» WHAT THE EXERCISE ASKS: In the copy, leave out the pictures and repeat all records exactly.
··········
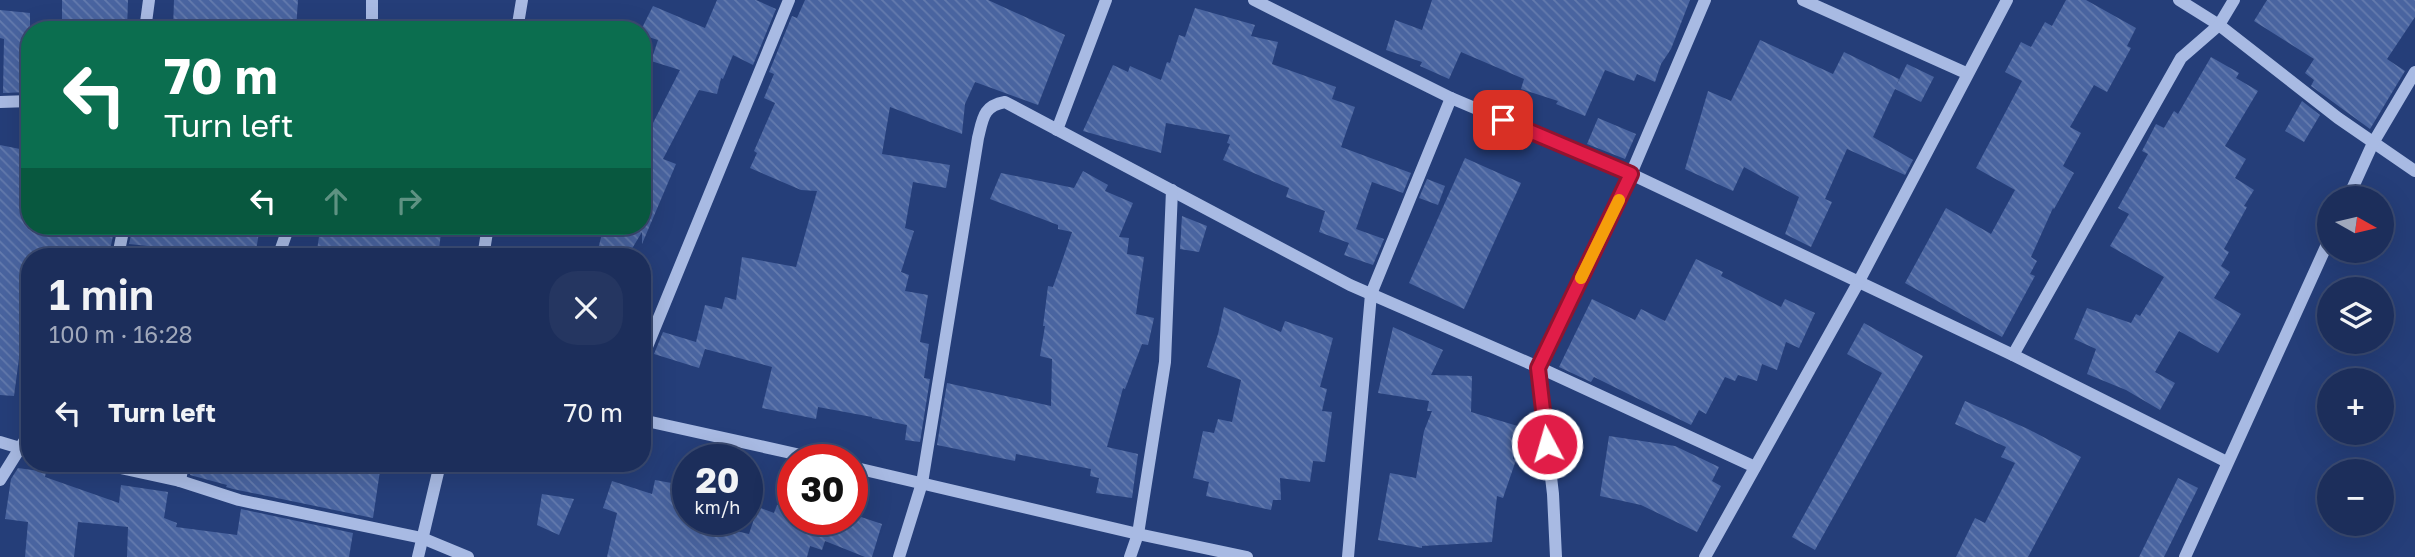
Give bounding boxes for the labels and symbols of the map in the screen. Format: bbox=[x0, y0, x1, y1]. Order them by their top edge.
pin bbox=[1473, 90, 1533, 150]
north arrow bbox=[2317, 186, 2394, 262]
position arrow bbox=[1510, 407, 1584, 481]
speed limit sign: 30 bbox=[777, 444, 868, 535]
··········
» OUTPUT OF THE EXERCISE:
Give bounding boxes for the labels and symbols of the map in the screen. Format: bbox=[x0, y0, x1, y1]. Order them by their top edge.
pin bbox=[1473, 90, 1533, 150]
north arrow bbox=[2317, 186, 2394, 262]
position arrow bbox=[1510, 407, 1584, 481]
speed limit sign: 30 bbox=[777, 444, 868, 535]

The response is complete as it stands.